隣のキッテルレより緩やかな斜面に広がるセリングは、テロワールの構造と品種の個性に忠実なワインを生み出します。花崗岩が与える強さに対し、セリングは石灰岩の柔らかさを身に着けます。
このテロワールで育つリースリングは、フローラルと果実味の心地よさが特徴で、若いうちから感じることが出来ます。キッテルレまたはスピーゲルに比べると活発さに欠けますが、より溶け込んだ酸味、やや控えめなミネラル感を持つ、より丸さのある味わいです。

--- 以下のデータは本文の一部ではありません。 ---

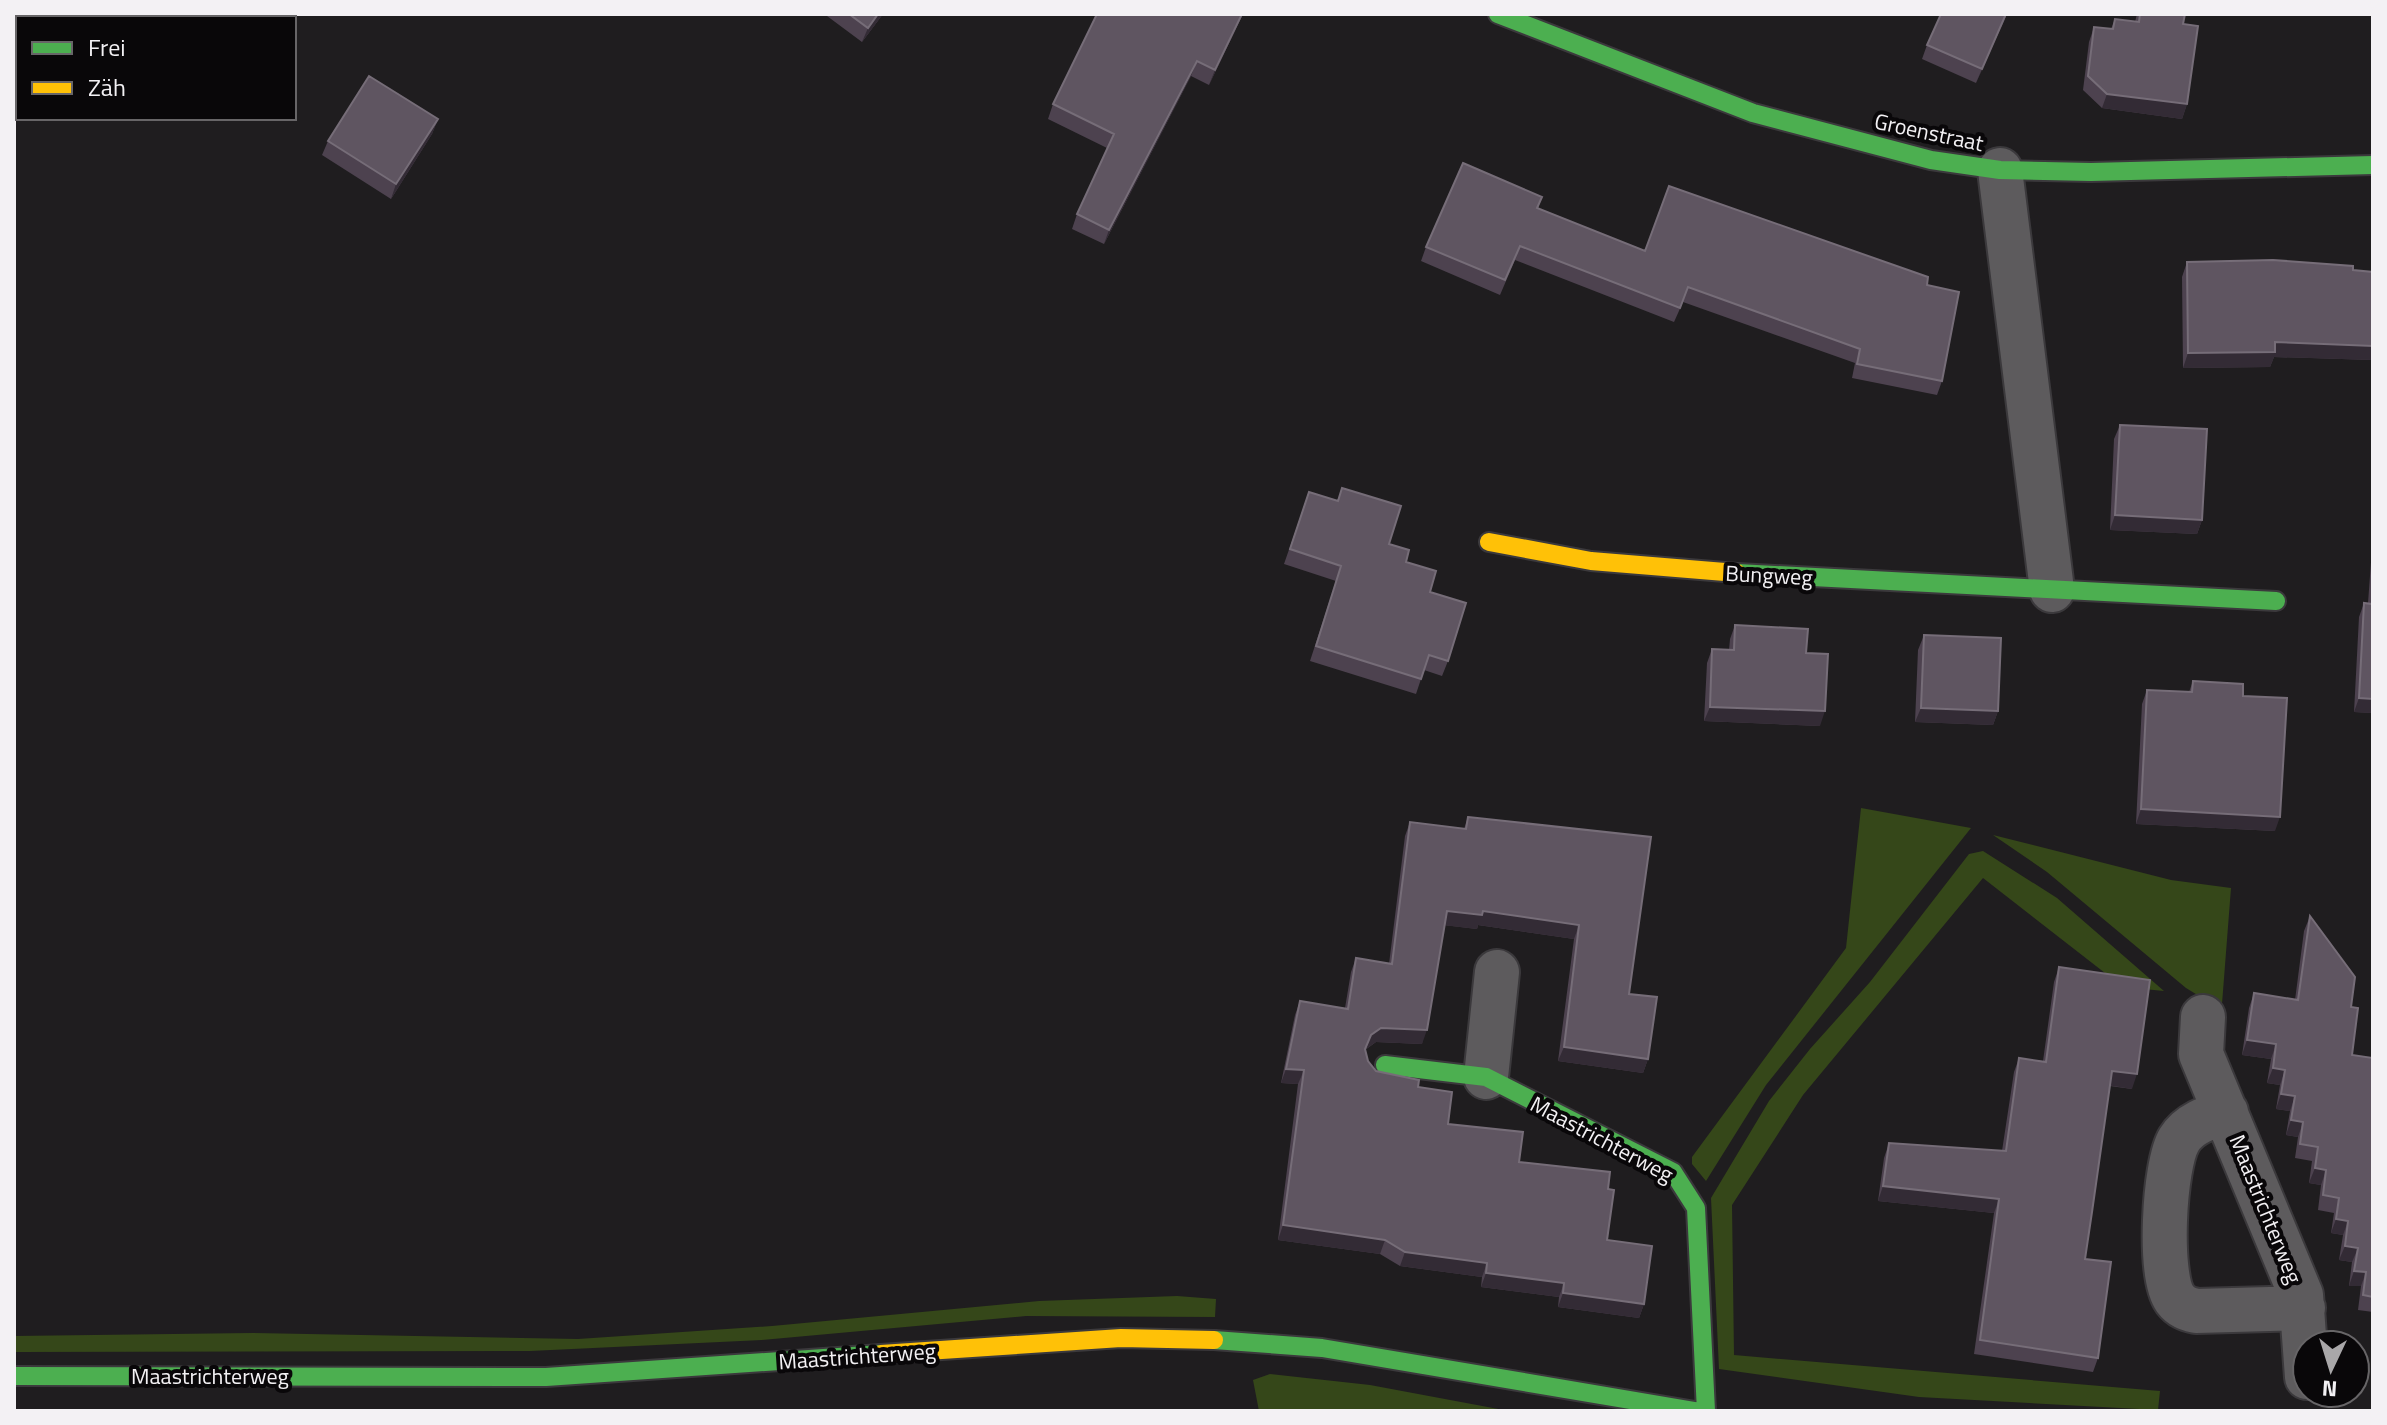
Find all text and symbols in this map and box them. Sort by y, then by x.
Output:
legend [16,16,296,120]
text: Frei [88,29,126,65]
text: Zäh [88,69,126,105]
street label: Groenstraat [1871,104,1987,160]
street label: Bungweg [1724,556,1814,594]
street label: Maastrichterweg [1524,1087,1680,1191]
street label: Maastrichterweg [2221,1129,2311,1289]
north arrow [2291,1329,2371,1409]
street label: Maastrichterweg [777,1334,937,1378]
street label: Maastrichterweg [131,1359,289,1393]
text: N [2321,1371,2338,1406]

その反対に、セリングのゲヴュルツトラミネールは非常に生き生きとしているために、本来の味わいを楽しむには3年または4年の熟成が必要です。テロワールのニュアンスをより強く表現すると同時に、コントラストによって各品種の特性を強調しています。

比類なきフィネスを備えるセリングのグランクリュ。
このテロワールでは全ての品種が果実とブドウにかじりついたような味わい、真っすぐでさわやかなストラクチュア、そしてそれを支える余韻の見事な海の風味が特徴です。唾液を誘う長い余韻を備えたワインです。
リースロングはフローラル系の香りと磯の風味を感じさせます。ミュスカとゲヴュルツトラミネールは、爽やかで飲み心地が良く、時によって海藻を連想させる塩味と高貴な植物の印象を与えます。